**RECORDED INFORMATION**

+++++

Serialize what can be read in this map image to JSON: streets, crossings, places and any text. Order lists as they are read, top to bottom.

+++++

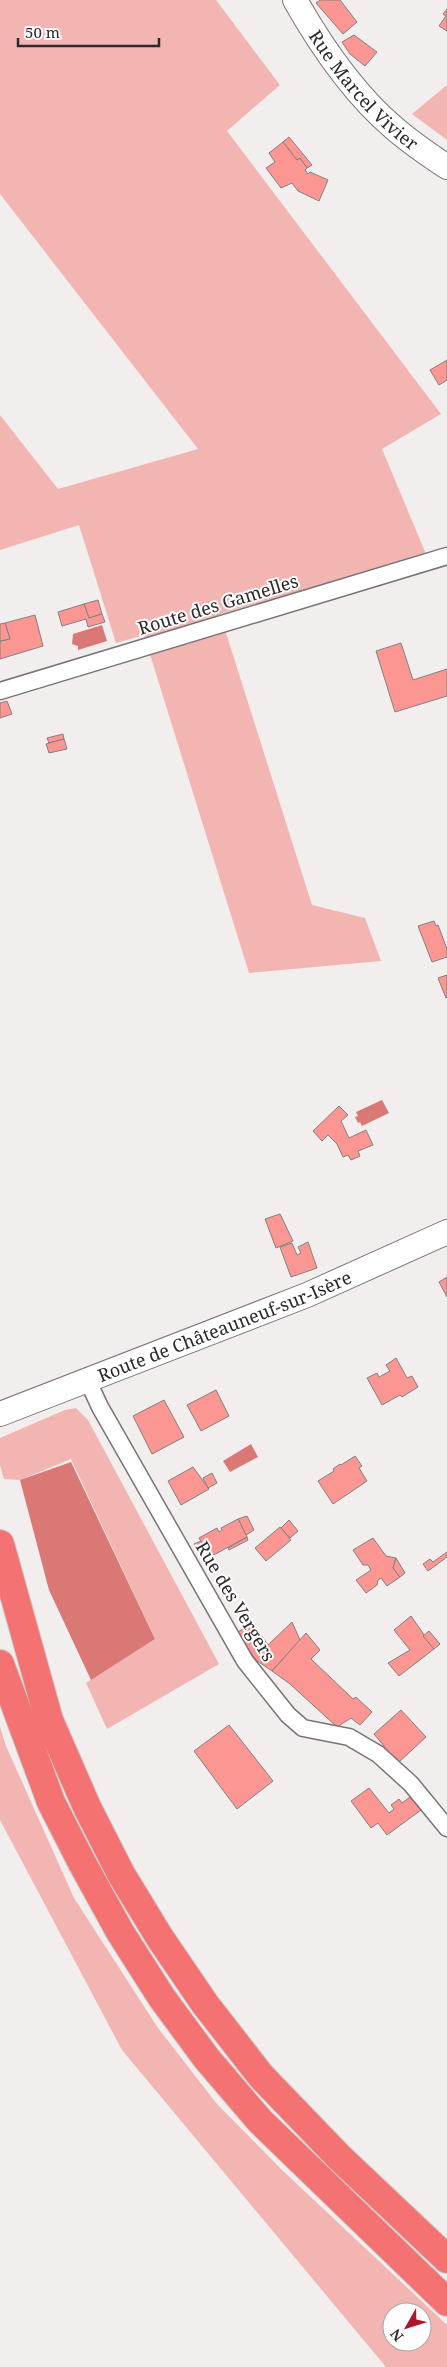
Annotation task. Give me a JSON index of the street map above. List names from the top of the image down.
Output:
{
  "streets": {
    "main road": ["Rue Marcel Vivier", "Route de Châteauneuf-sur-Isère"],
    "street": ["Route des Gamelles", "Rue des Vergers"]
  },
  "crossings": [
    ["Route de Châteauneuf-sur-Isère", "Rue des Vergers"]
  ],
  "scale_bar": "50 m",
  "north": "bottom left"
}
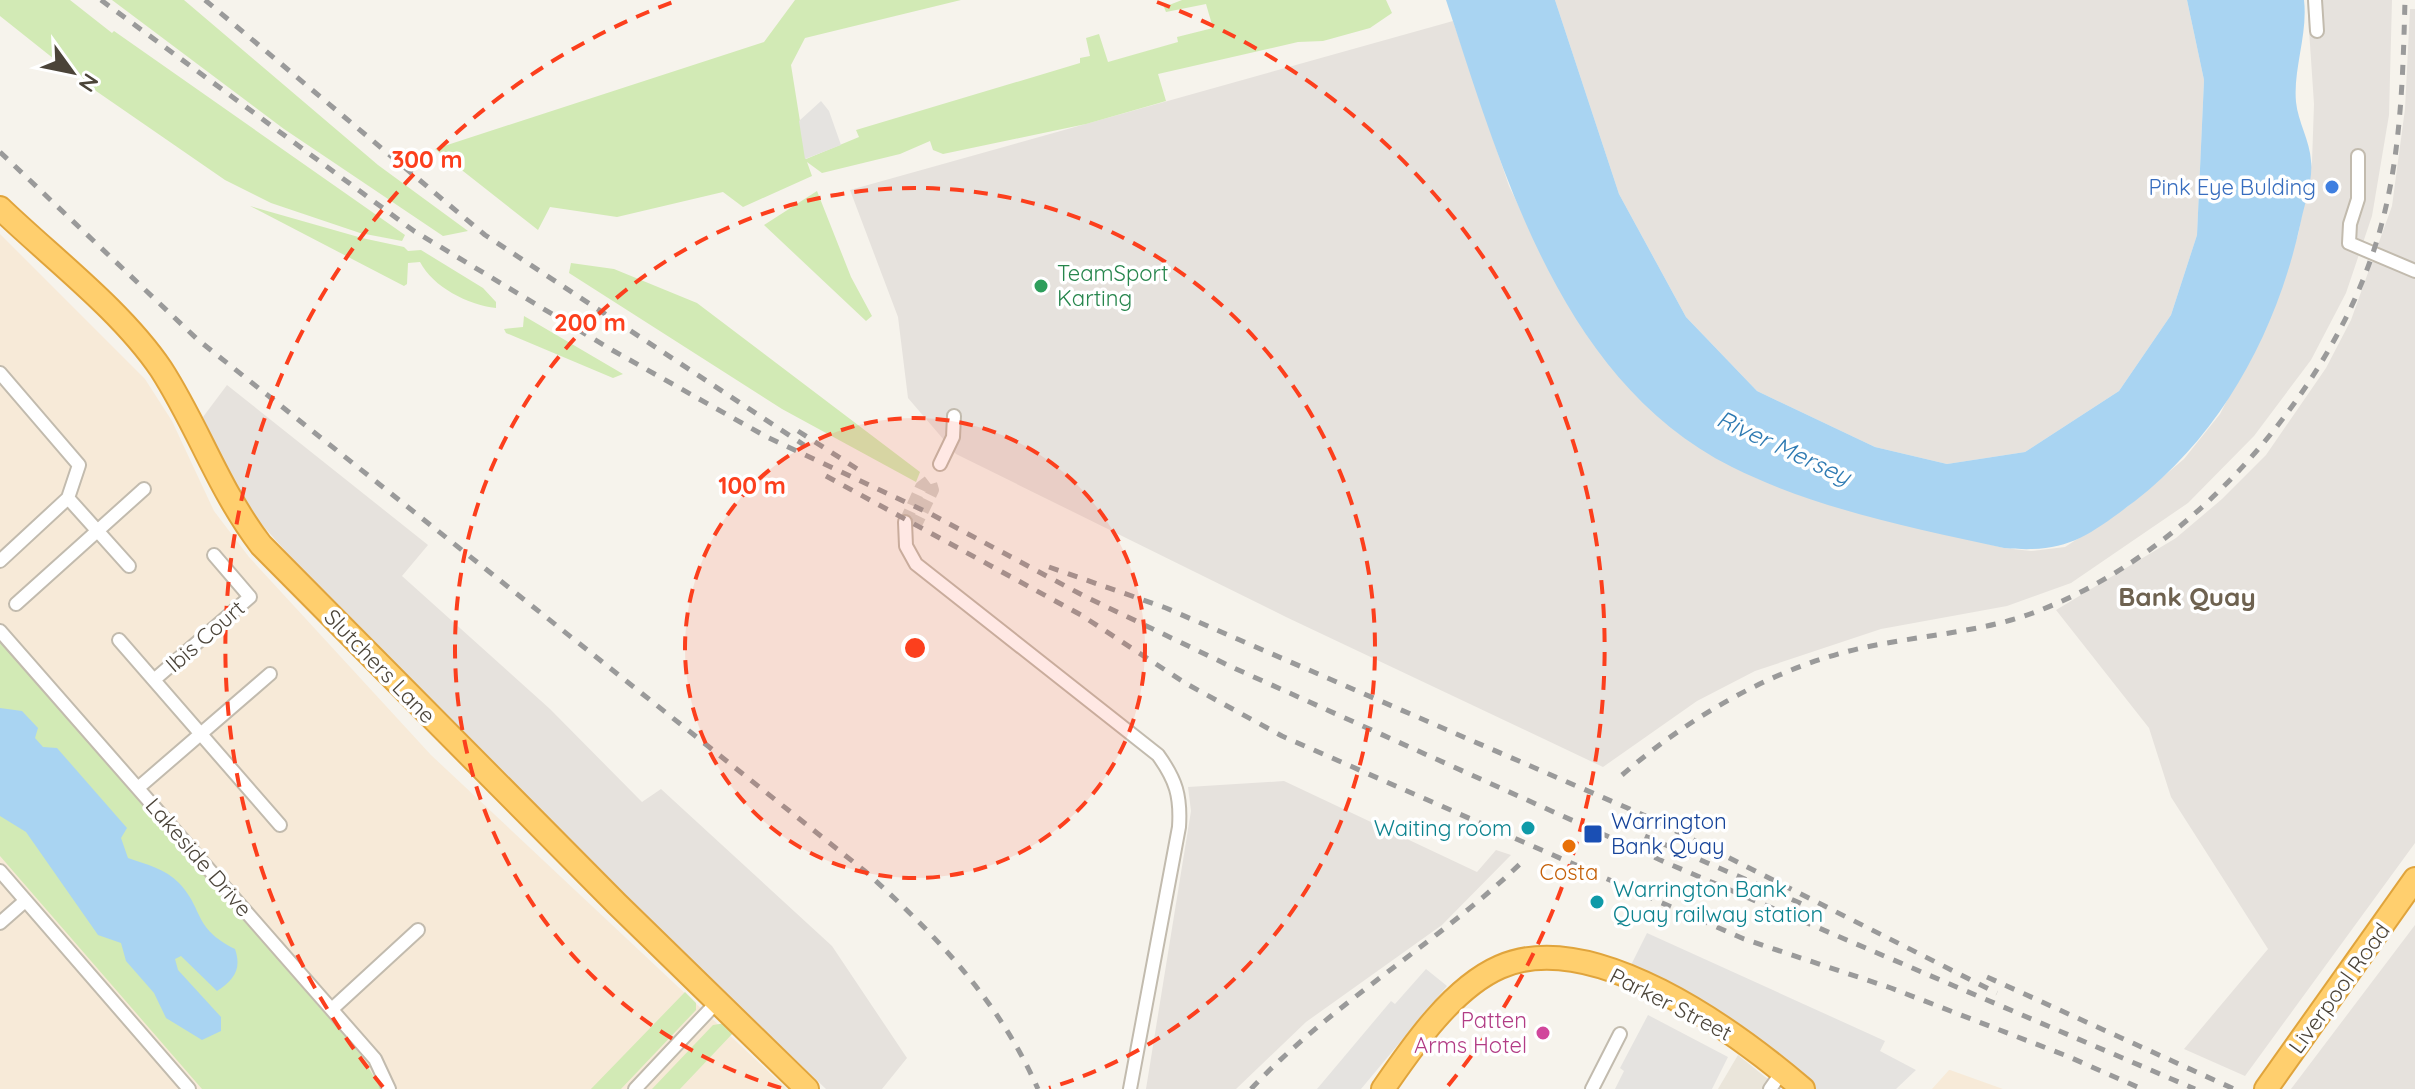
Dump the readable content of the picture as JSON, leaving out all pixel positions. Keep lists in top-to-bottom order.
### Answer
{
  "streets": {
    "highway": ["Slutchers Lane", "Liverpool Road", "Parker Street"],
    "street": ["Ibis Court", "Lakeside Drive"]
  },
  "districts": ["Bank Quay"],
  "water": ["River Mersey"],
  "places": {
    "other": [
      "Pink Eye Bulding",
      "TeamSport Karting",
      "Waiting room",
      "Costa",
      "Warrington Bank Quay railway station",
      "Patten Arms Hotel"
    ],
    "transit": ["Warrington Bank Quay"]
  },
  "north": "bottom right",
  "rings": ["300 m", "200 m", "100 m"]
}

+++++

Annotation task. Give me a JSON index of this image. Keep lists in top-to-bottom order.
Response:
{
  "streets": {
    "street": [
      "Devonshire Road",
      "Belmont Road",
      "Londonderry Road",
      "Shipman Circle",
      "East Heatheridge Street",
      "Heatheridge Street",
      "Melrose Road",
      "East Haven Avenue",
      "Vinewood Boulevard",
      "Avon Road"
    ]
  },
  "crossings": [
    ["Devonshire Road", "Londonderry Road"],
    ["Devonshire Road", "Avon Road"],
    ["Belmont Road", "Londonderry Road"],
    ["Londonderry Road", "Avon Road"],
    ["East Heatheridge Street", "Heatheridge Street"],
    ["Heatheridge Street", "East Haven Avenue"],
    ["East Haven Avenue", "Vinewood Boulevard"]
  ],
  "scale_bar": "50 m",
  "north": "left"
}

+++++

**WHAT IS NEEDED**
Give the number of lines in the listing that hold the string "Keep". Add nothing else.

**WRITTEN ANSWER**
2